2014-04-15 09:31:45 | (英氏)原発・エネルギー問題

放射線の実態把握 バナナから煉瓦まで―恐れるに足りず

 

 

[image] Bloomberg News

福島第1原発事故後、放射線量の測定を受ける男性(2011年)

 皆さんは、かつて私がそうであったように、放射線は極めて希有なもので極めて危険であり、核ミサイルや原子力発電所に限定されていると信じているだろうか?

 皆さんの台所を見てみよう。バナナは、それに含まれるポタジウム(カリウム)から放射線が出ているし、ブラジル・ナッツは他のいかなる食料品よりも1000倍も多いラジウムを含んでいる。そして皆さんの使うドライハーブやスパイスは、バクテリアや細菌の繁殖や微生物腐敗を防止するため放射線が照射されている。電子レンジオーブンにはトリウム、煙探知器にはアメリシウムが存在している。

 住居の中のあらゆるところにあるもの、例えばキャットリッター(猫の排泄物用の箱の底に敷く粘土)、たばこ、アドベ(天然建材)、みかげ石、煉瓦(れんが)などはすべて放射線を皆さんの体に盛んに照射している。常に、そしていつまでも、放射線は空から皆さんに降り注いでいる。

 放射輝度(ラジアンス)は極めて普遍的であるため、地質学者たちは14種類の自然原子炉(つまり自然放射線)の証拠を特定した。それはワシントンの連邦議会議事堂やニューヨークのグランドセントラル駅の壁から出ている。皆さんの飼っている猫は放射性だし、犬も放射性、友人たちも家族もすべて放射性だ。したがって皆さん自身もそうだ。

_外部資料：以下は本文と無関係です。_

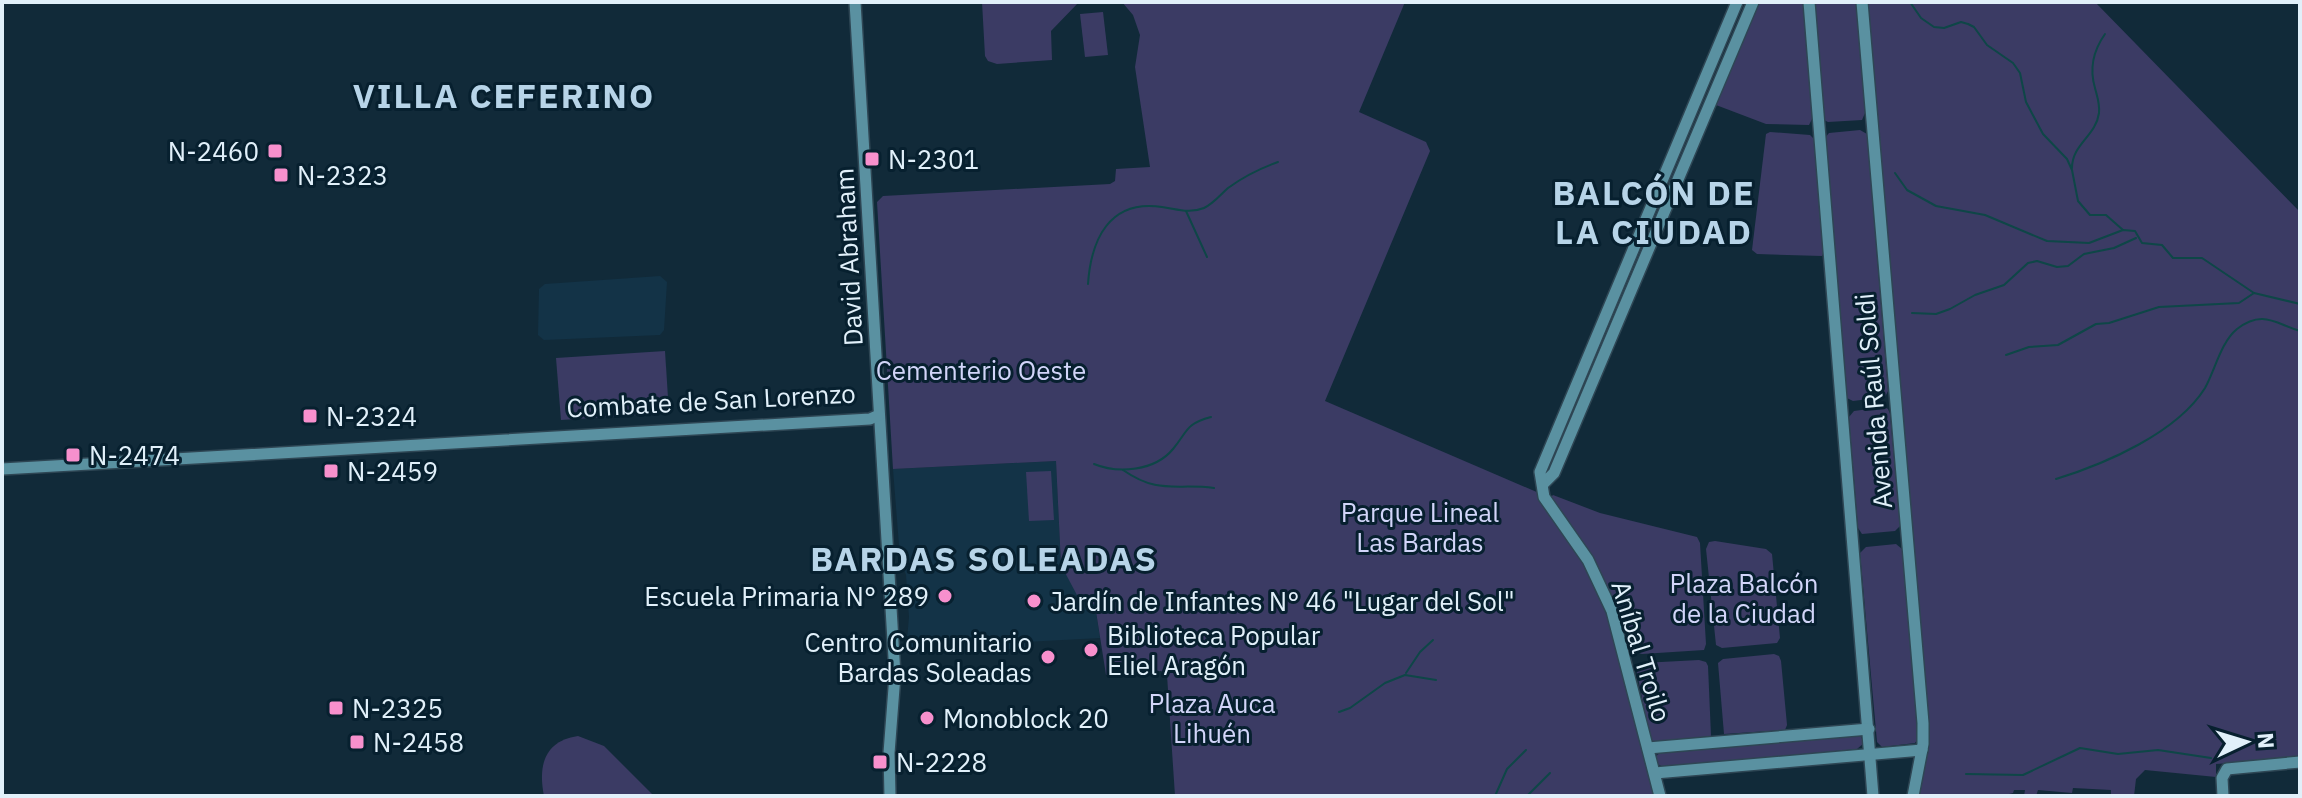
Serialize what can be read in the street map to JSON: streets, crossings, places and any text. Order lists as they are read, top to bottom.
{
  "streets": {
    "main road": [
      "David Abraham",
      "Combate de San Lorenzo",
      "Avenida Raúl Soldi",
      "Aníbal Troilo"
    ]
  },
  "crossings": [
    ["David Abraham", "Combate de San Lorenzo"]
  ],
  "districts": ["VILLA CEFERINO", "BALCÓN DE LA CIUDAD", "BARDAS SOLEADAS"],
  "parks": [
    "Cementerio Oeste",
    "Parque Lineal Las Bardas",
    "Plaza Balcón de la Ciudad",
    "Plaza Auca Lihuén"
  ],
  "places": {
    "transit": [
      "N-2460",
      "N-2301",
      "N-2323",
      "N-2324",
      "N-2474",
      "N-2459",
      "N-2325",
      "N-2458",
      "N-2228"
    ],
    "other": [
      "Escuela Primaria N° 289",
      "Jardín de Infantes N° 46 \"Lugar del Sol\"",
      "Biblioteca Popular Eliel Aragón",
      "Centro Comunitario Bardas Soleadas",
      "Monoblock 20"
    ]
  },
  "north": "right"
}
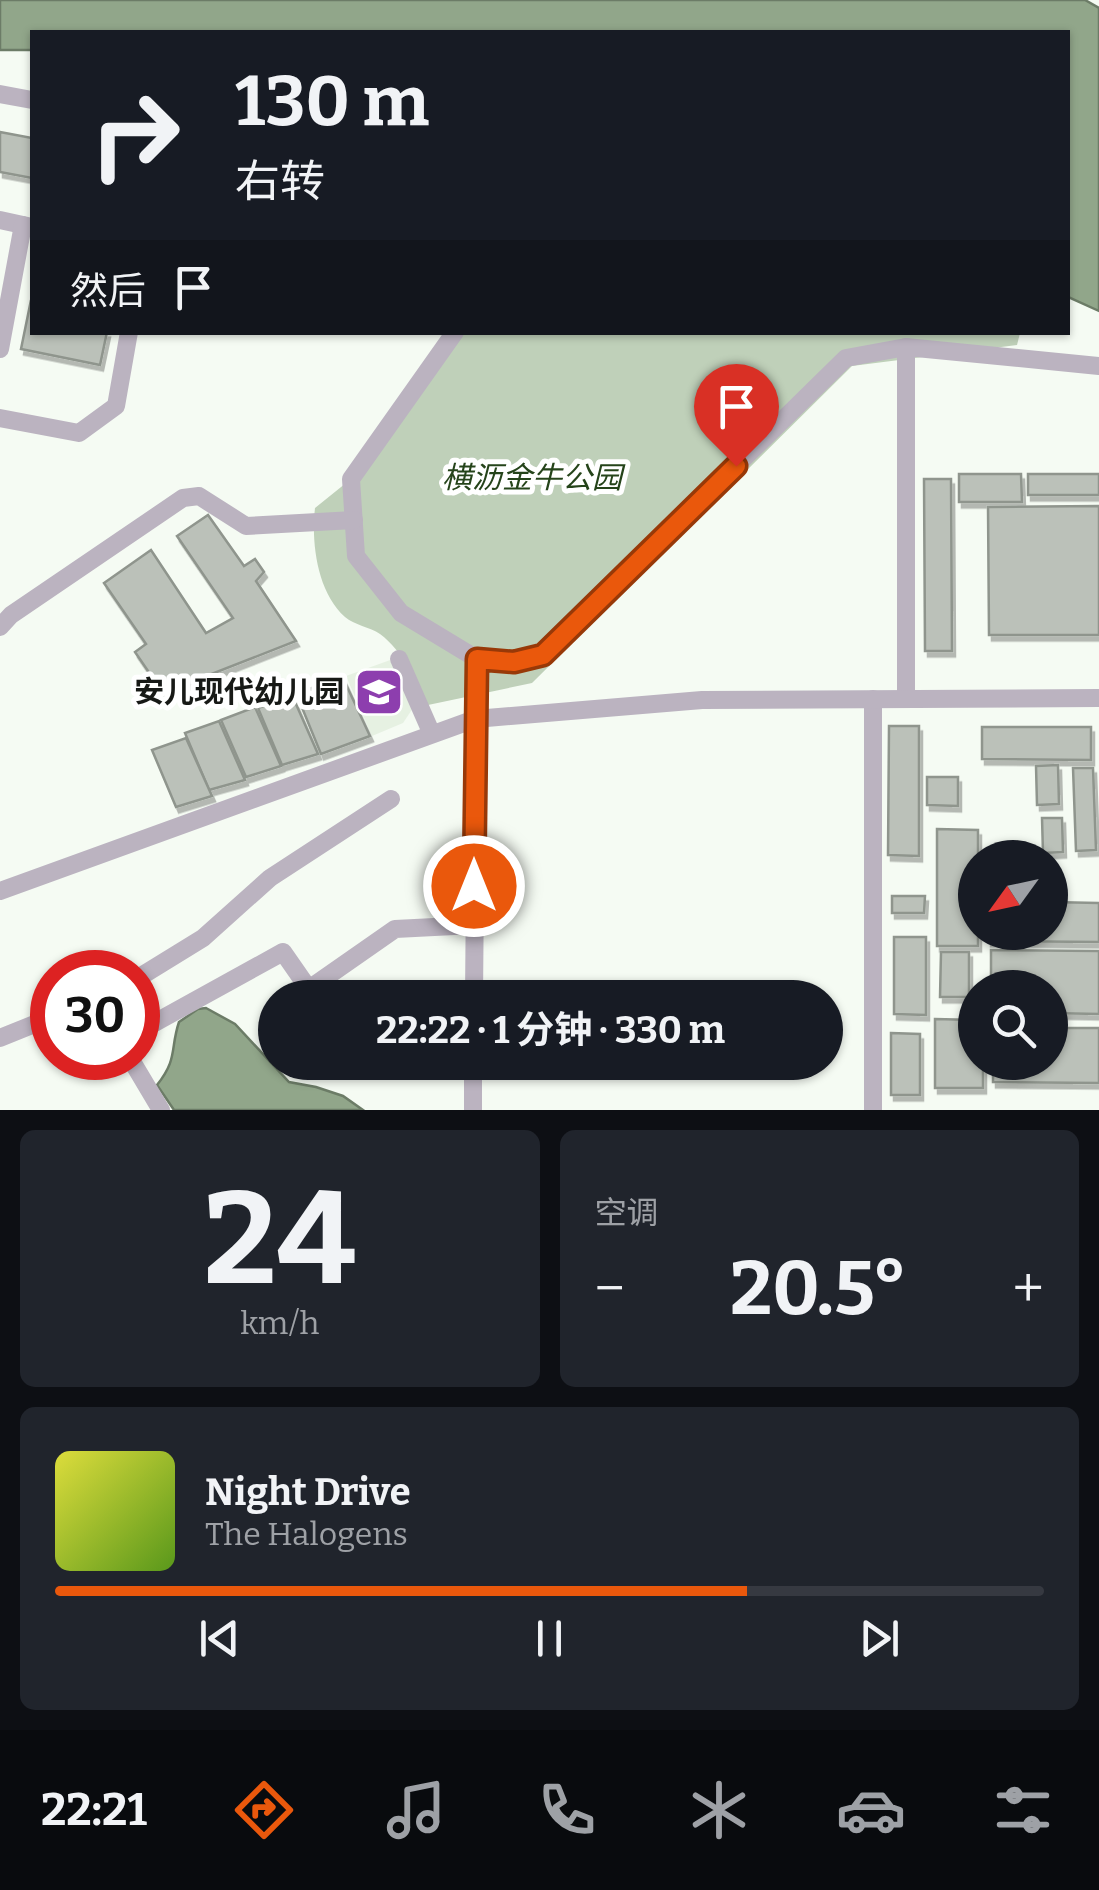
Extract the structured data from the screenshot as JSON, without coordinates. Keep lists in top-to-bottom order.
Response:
{
  "parks": ["横沥金牛公园"],
  "places": {
    "school or university": ["安儿现代幼儿园"]
  },
  "north": "bottom left",
  "page": {
    "turn": ["130 m", "右转"],
    "then": "然后",
    "limit": "30",
    "trip": "22:22 · 1 分钟 · 330 m",
    "tile": [
      ["24", "km/h"],
      "空调"
    ],
    "heat": ["−", "20.5°", "+"],
    "song": ["Night Drive", "The Halogens"],
    "tabs": "22:21"
  }
}
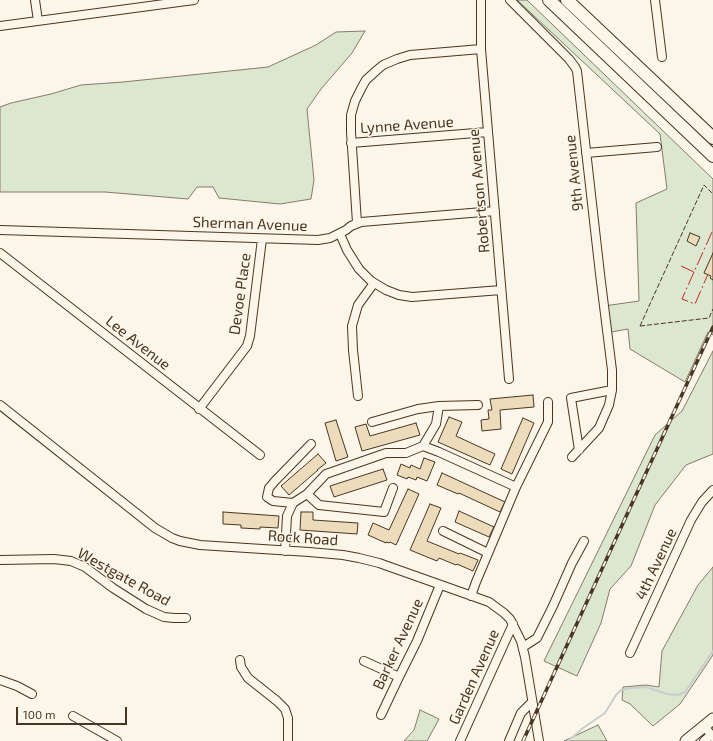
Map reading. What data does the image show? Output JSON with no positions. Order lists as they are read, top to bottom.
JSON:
{
  "streets": {
    "street": [
      "Lynne Avenue",
      "9th Avenue",
      "Robertson Avenue",
      "Sherman Avenue",
      "Devoe Place",
      "Lee Avenue",
      "Rock Road",
      "4th Avenue",
      "Westgate Road",
      "Barker Avenue",
      "Garden Avenue"
    ]
  },
  "crossings": [
    ["Lynne Avenue", "Robertson Avenue"],
    ["Robertson Avenue", "Sherman Avenue"],
    ["Sherman Avenue", "Devoe Place"],
    ["Devoe Place", "Lee Avenue"],
    ["Rock Road", "Barker Avenue"],
    ["Rock Road", "Garden Avenue"]
  ],
  "scale_bar": "100 m"
}
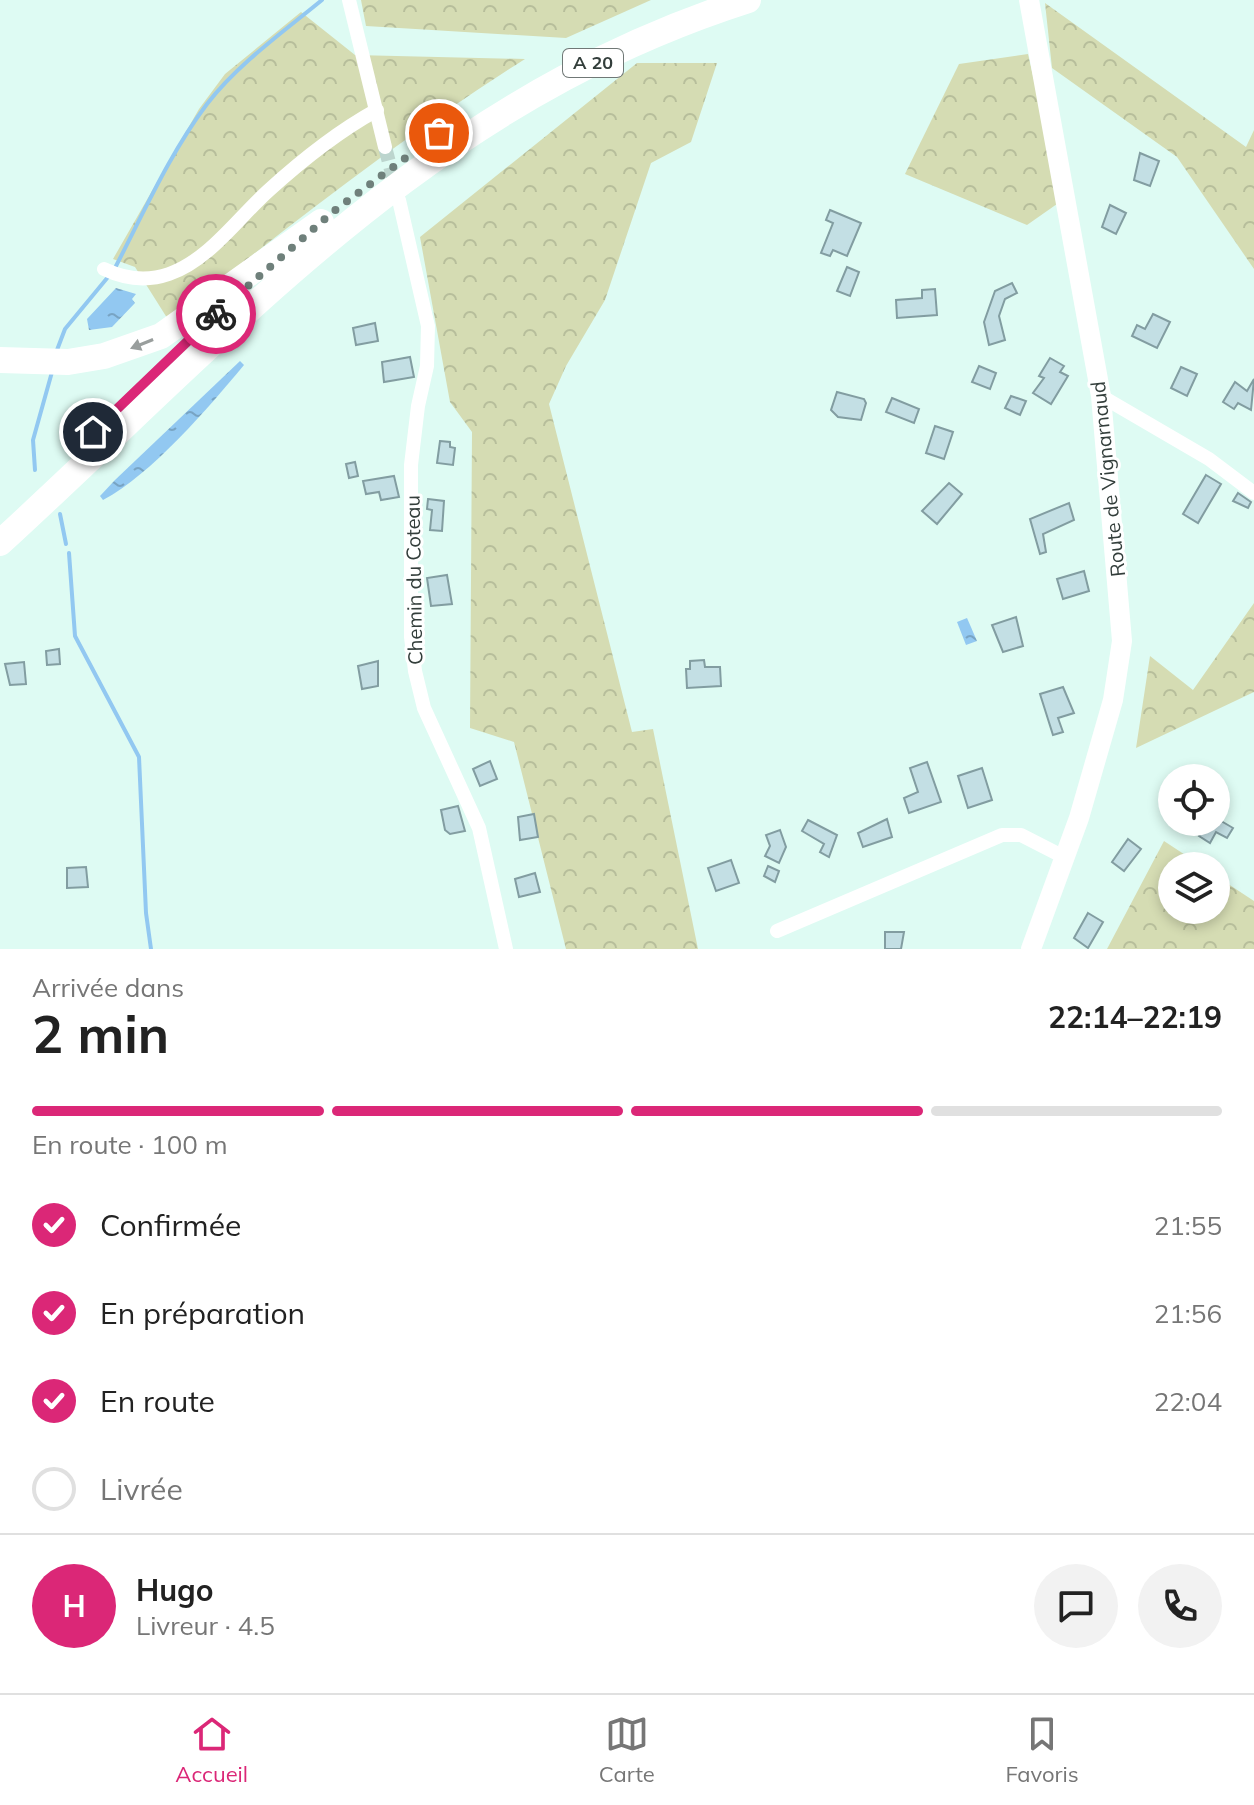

現時点で、皆さんの体は放射性はく離を放出しており、皆さんやその他の人たちが一緒になるたびに、互いに放射線を照射し合っている。

 

 ところで、皆さんは米国の大陸にお住まいだろうか? 1997年、全米がん協会(NCI)は、ネバダ核実験場での冷戦時代の核実験の結果、大気を浮遊した放射性ヨウ素に米国のほぼ全域が汚染され、小児甲状腺がんの発症が1万-7万5000件に上っていたと報告した。米国疾病予防管理センター(CDC)は、毎年がんで死亡する米国人約60万人のうち、これら核実験が理由で死亡しているのは1万1000人に達すると推定している。人々は何十年間にもわたってソ連による米国の核攻撃を懸念してきた? どっこい、ワシントンはネバダ州から米国人たちに放射線を照射し、モスクワはカザフスタンから核実験で自国民に放射線を照射していたのだ。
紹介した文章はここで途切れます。